# Calling all Mac furs.



## Angel_sparky (Jun 14, 2008)

I am a mac/ Apple fur. And i have a lot of questions about my mac and other things mac. Cn any furs here give me a helping paw on how to better run my Imac? some of the areas i am needing help in.

IM. right now all i can run is my YIM. Is there a IM out there that can run on my mac and be just as good as MSN, AOL, YIM and all the other IM's out there?

Keeping her running at her best? How do i make sure my Imac is always running at her best? a friend that helped me to buy my mac tolled me of a master rest set that can let me turn back the clock on my mac and i can start her back up just like the day i pulled her out of the box.

Photos and Itones. I am really big on music a down the road i plan on getting big with taking photos and making my own movies.

Going wireless. I got the Imac for the fact that. 1. i hated my PC and someone head crashed all 3 of my hard drives. 2. it takes up little space on my desk. and 3. it can be wireless. and that is what i really liked about mac. I am wanting to have my base station talk to my Iphone and my laptop (dont have the iphone or laptop just yet).

Using a TV or Projector? i like having lots of room and i like to use more of my wall for more then furry art work. But what one would be best? I like playing games and watching movies on my 26in TV. but what if i wanted to hook up my Imac or Laptop (when i get the laptop) to get a bigger view?

and the last one. sorry i made this a long one.

Sound? what would be a nice sound system to hook up to my Imac to get the best out of her? I am a WOW fur so i play it when i can and the sound already is great i love it. but for music or videos what can really get  me into it all? i dont want to spend a ton of money on anything. just something that is good and well last me a long time.

Sparky


----------



## net-cat (Jun 14, 2008)

Angel_sparky said:


> IM. right now all i can run is my YIM. Is there a IM out there that can run on my mac and be just as good as MSN, AOL, YIM and all the other IM's out there?


Adium X, based on Pidgin. Lets you use just about any IM services you want, simultaneously.



Angel_sparky said:


> Keeping her running at her best? How do i make sure my Imac is always running at her best? a friend that helped me to buy my mac tolled me of a master rest set that can let me turn back the clock on my mac and i can start her back up just like the day i pulled her out of the box.

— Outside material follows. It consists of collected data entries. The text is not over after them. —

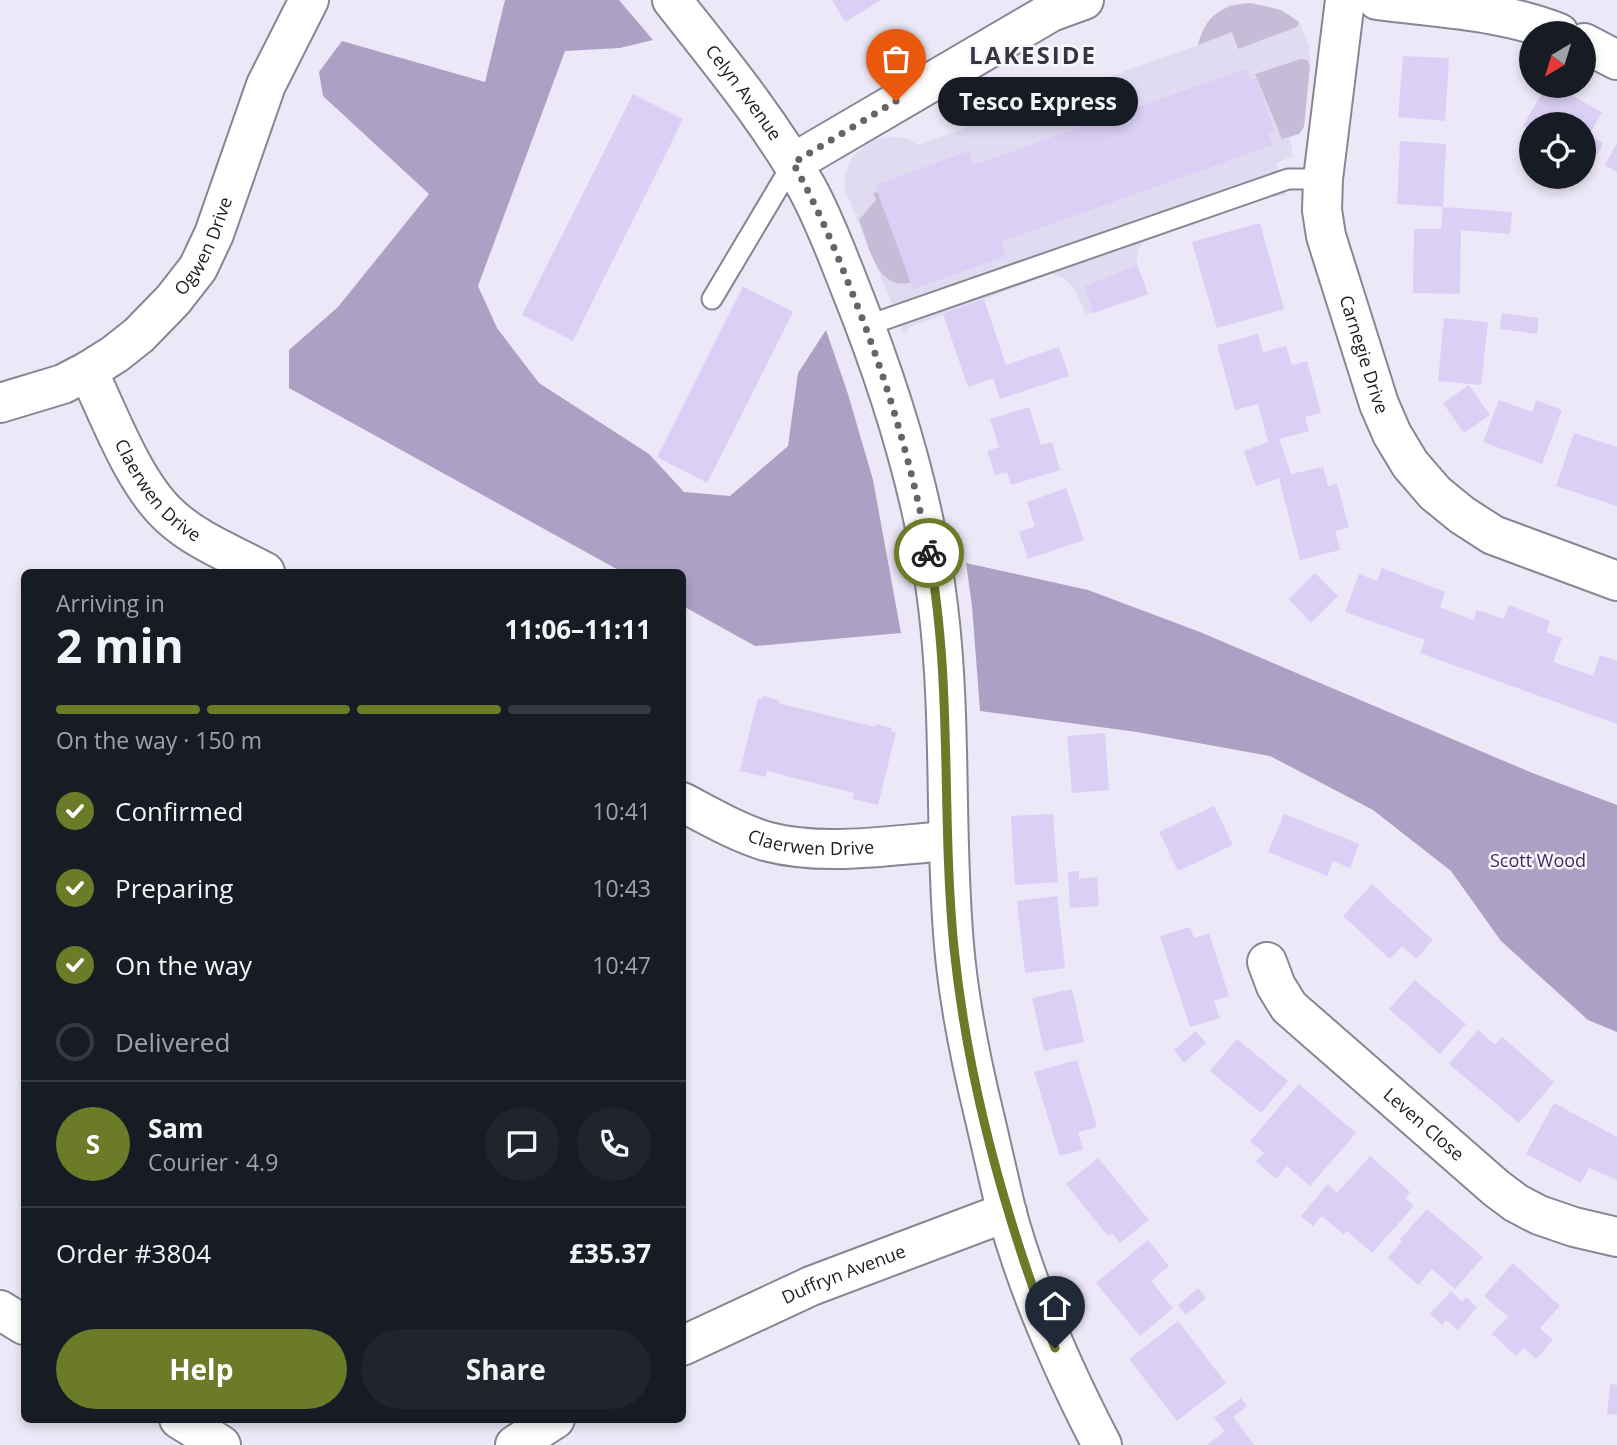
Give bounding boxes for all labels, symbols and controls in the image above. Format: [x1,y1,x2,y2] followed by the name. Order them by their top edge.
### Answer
[1519,21,1596,98] north arrow
[1519,21,1596,189] map controls
[866,29,926,101] pin
[969,38,1097,71] district label: LAKESIDE
[701,39,788,145] street label: Celyn Avenue
[877,40,915,78] icon: bag
[938,76,1138,126] callout: Tesco Express
[959,85,1117,117] text: Tesco Express
[1519,112,1596,189] button: locate
[168,193,237,300] street label: Ogwen Drive
[1334,292,1395,417] street label: Carnegie Drive
[110,435,206,547] street label: Claerwen Drive
[894,518,964,588] courier
[910,534,948,572] icon: bike
[56,587,165,619] text: Arriving in
[504,611,651,647] text: 11:06–11:11
[56,614,184,676] text: 2 min
[56,724,262,756] text: On the way · 150 m
[56,792,94,830] icon: check
[115,793,243,829] text: Confirmed
[592,795,651,827] text: 10:41
[745,823,875,860] street label: Claerwen Drive
[1490,848,1586,872] park label: Scott Wood
[56,869,94,907] icon: check
[115,870,233,906] text: Preparing
[592,872,651,904] text: 10:43
[56,946,94,984] icon: check
[115,947,252,983] text: On the way
[592,949,651,981] text: 10:47
[115,1024,230,1060] text: Delivered
[1379,1082,1470,1166] street label: Leven Close
[485,1107,559,1181] button: chat
[577,1107,651,1181] button: phone
[148,1110,204,1146] text: Sam
[86,1126,100,1162] text: S
[148,1146,278,1178] text: Courier · 4.9
[56,1235,211,1271] text: Order #3804
[569,1235,651,1271] text: £35.37
[778,1238,909,1309] street label: Duffryn Avenue
[1025,1276,1085,1348] pin
[1036,1287,1074,1325] icon: home
[56,1329,347,1409] button: Help
[361,1329,651,1409] button: Share

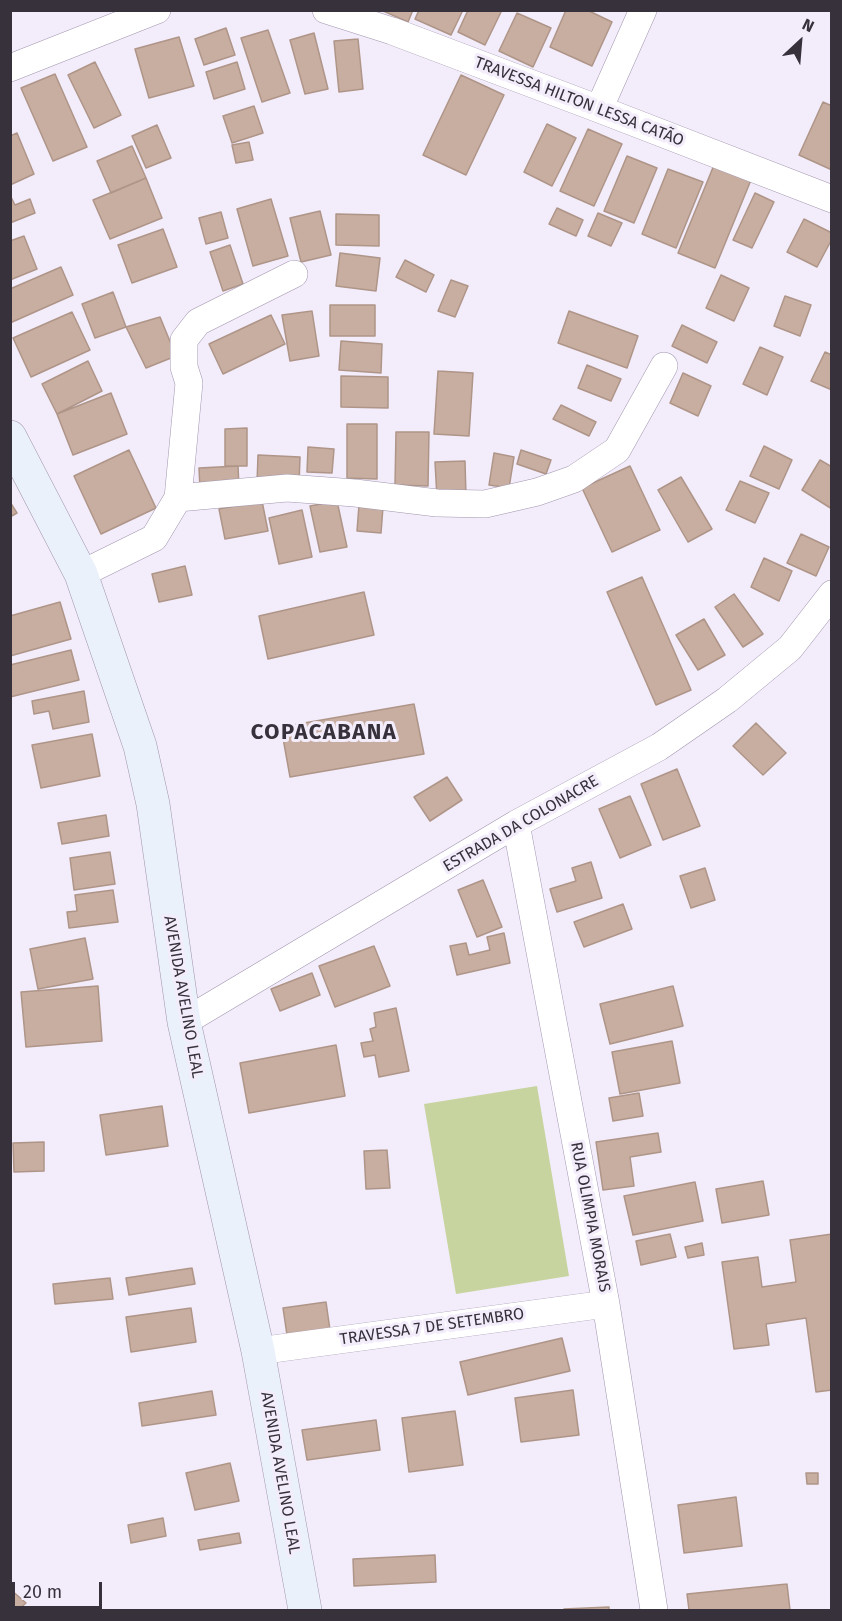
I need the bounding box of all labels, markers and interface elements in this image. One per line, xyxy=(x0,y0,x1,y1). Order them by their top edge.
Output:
north arrow xyxy=(770,12,830,72)
text: N xyxy=(799,15,817,36)
street label: TRAVESSA HILTON LESSA CATÃO xyxy=(472,53,686,151)
district label: COPACABANA xyxy=(251,720,397,746)
street label: ESTRADA DA COLONACRE xyxy=(440,772,602,876)
street label: AVENIDA AVELINO LEAL xyxy=(159,914,207,1080)
street label: RUA OLIMPIA MORAIS xyxy=(566,1140,614,1294)
street label: TRAVESSA 7 DE SETEMBRO xyxy=(339,1305,525,1349)
street label: AVENIDA AVELINO LEAL xyxy=(256,1390,304,1556)
scale bar xyxy=(15,1570,105,1608)
text: 20 m xyxy=(23,1581,62,1603)

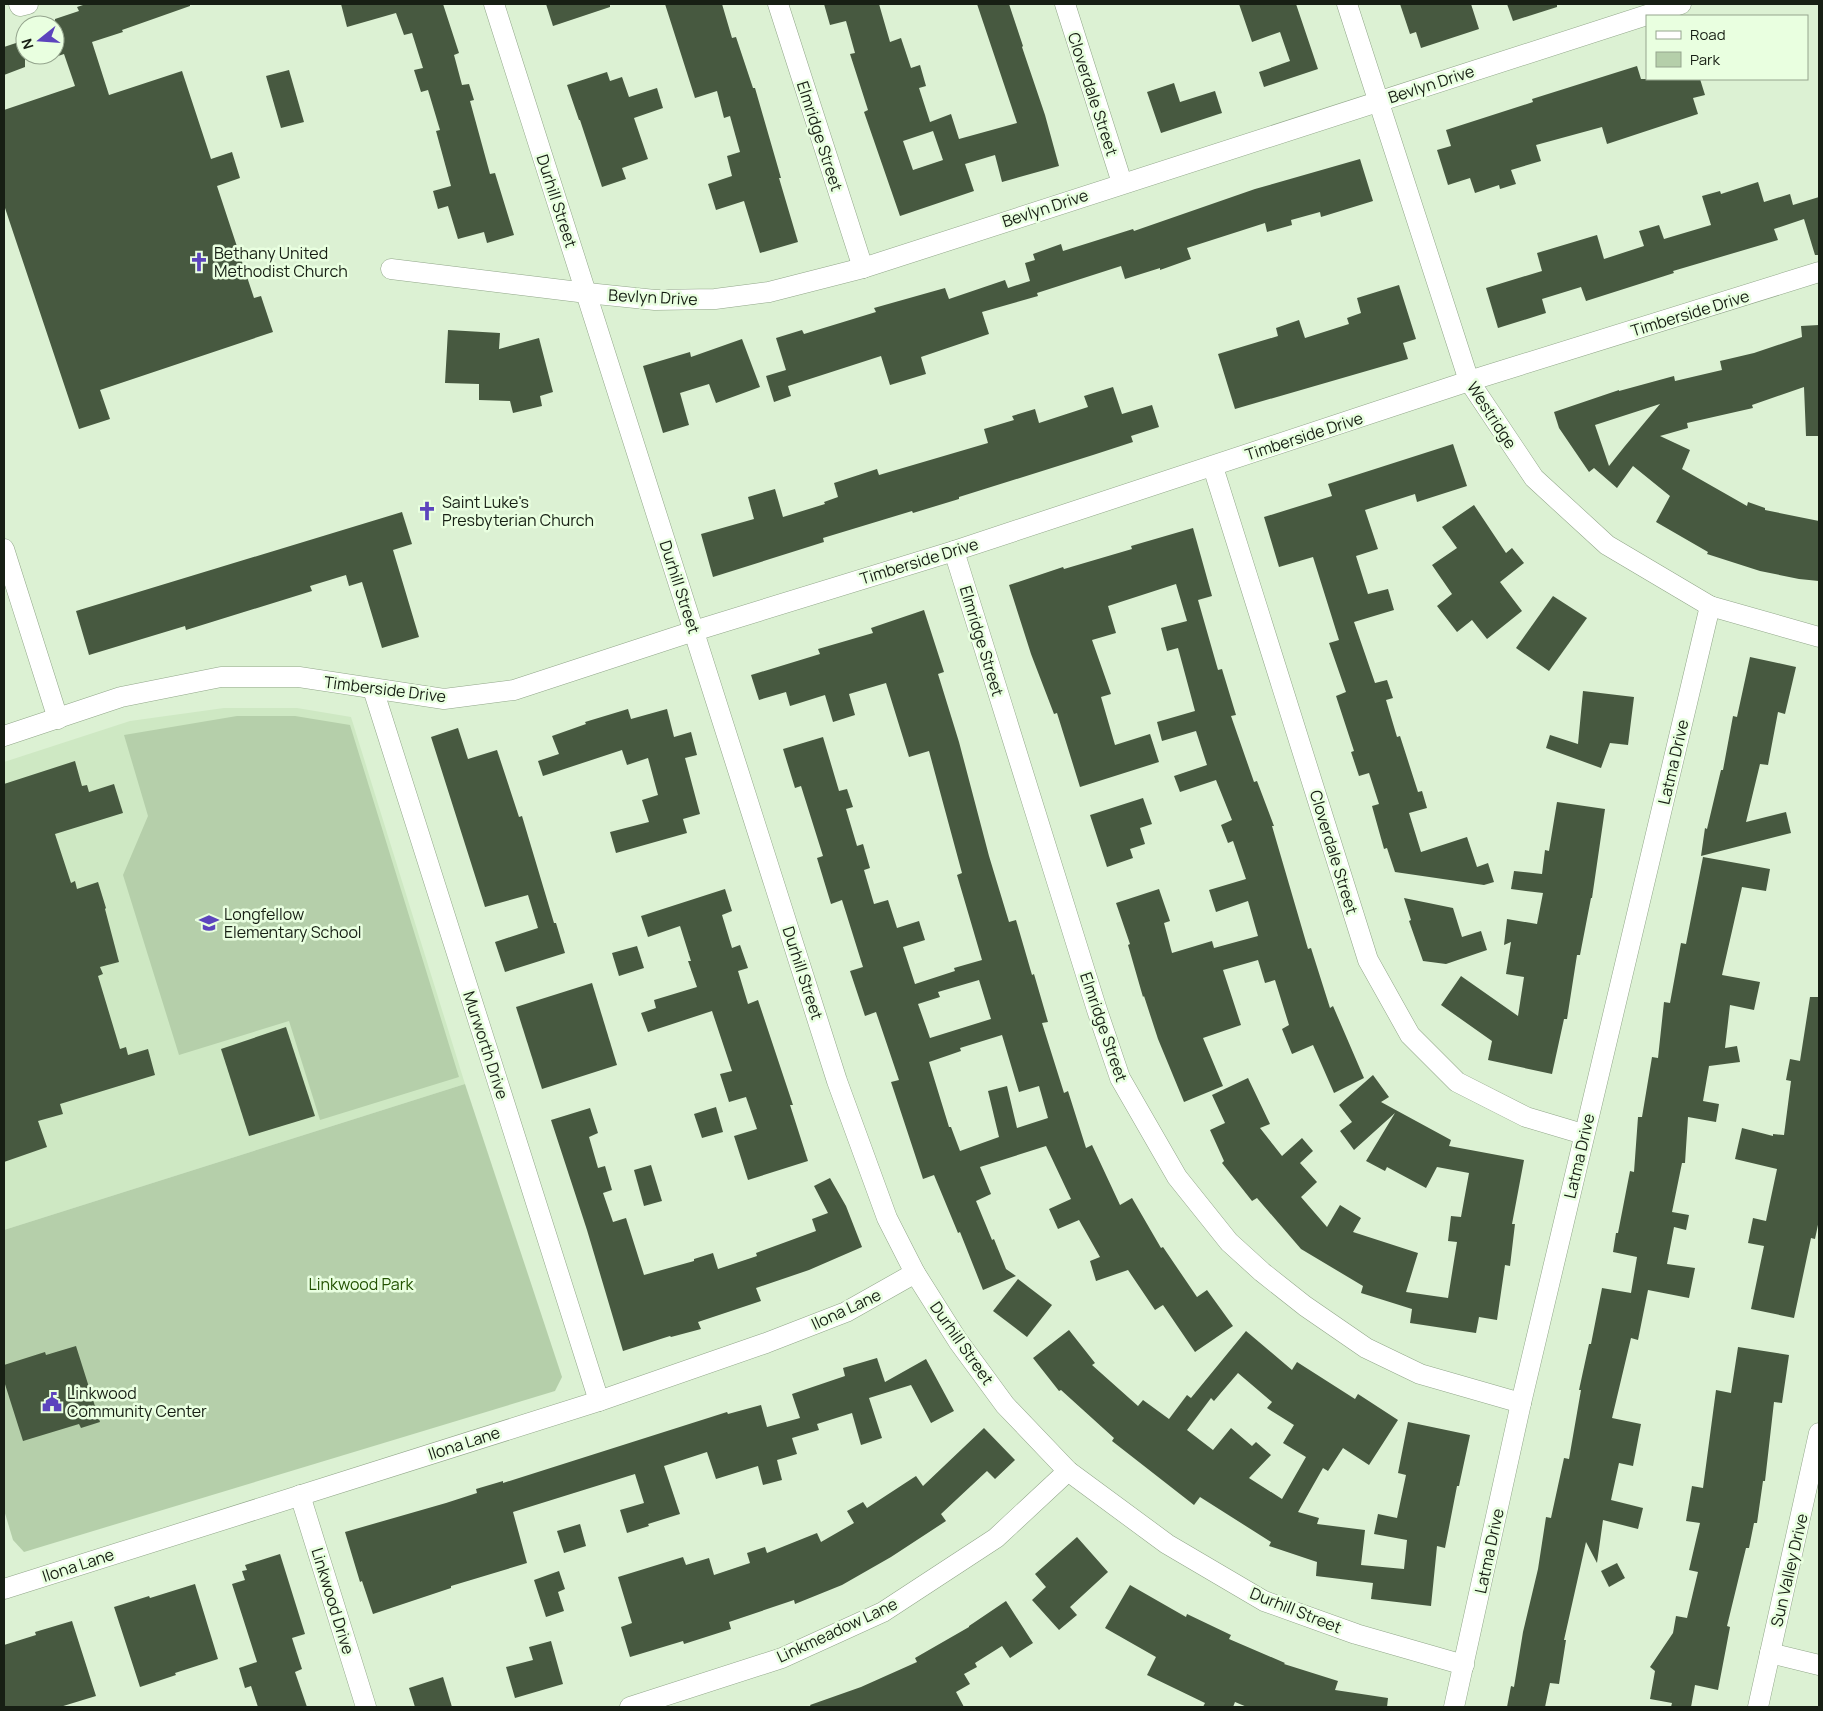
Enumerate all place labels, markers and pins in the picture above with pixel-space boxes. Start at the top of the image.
place label: Bethany United Methodist Church [214,242,348,282]
church icon: Bethany United Methodist Church [188,251,210,273]
place label: Saint Luke's Presbyterian Church [442,491,594,531]
church icon: Saint Luke's Presbyterian Church [416,500,438,522]
place label: Longfellow Elementary School [224,903,362,943]
school or university icon: Longfellow Elementary School [198,912,220,934]
place label: Linkwood Community Center [67,1382,207,1422]
public building icon: Linkwood Community Center [41,1391,63,1413]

Same as Windows, really. Don't download and install things you don't recognize. Use a firewall or router.



Angel_sparky said:


> Going wireless. I got the Imac for the fact that. 1. i hated my PC and someone head crashed all 3 of my hard drives. 2. it takes up little space on my desk. and 3. it can be wireless. and that is what i really liked about mac. I am wanting to have my base station talk to my Iphone and my laptop (dont have the iphone or laptop just yet).


In the interest of full disclosure...

1. Macs are not any less vulnerable to hardware failure.
2. You can get small form factor PCs. (Although iMacs are perfectly good small form factor systems.)
3. So can any PC made in the last decade or so.



Angel_sparky said:


> Using a TV or Projector? i like having lots of room and i like to use more of my wall for more then furry art work. But what one would be best? I like playing games and watching movies on my 26in TV. but what if i wanted to hook up my Imac or Laptop (when i get the laptop) to get a bigger view?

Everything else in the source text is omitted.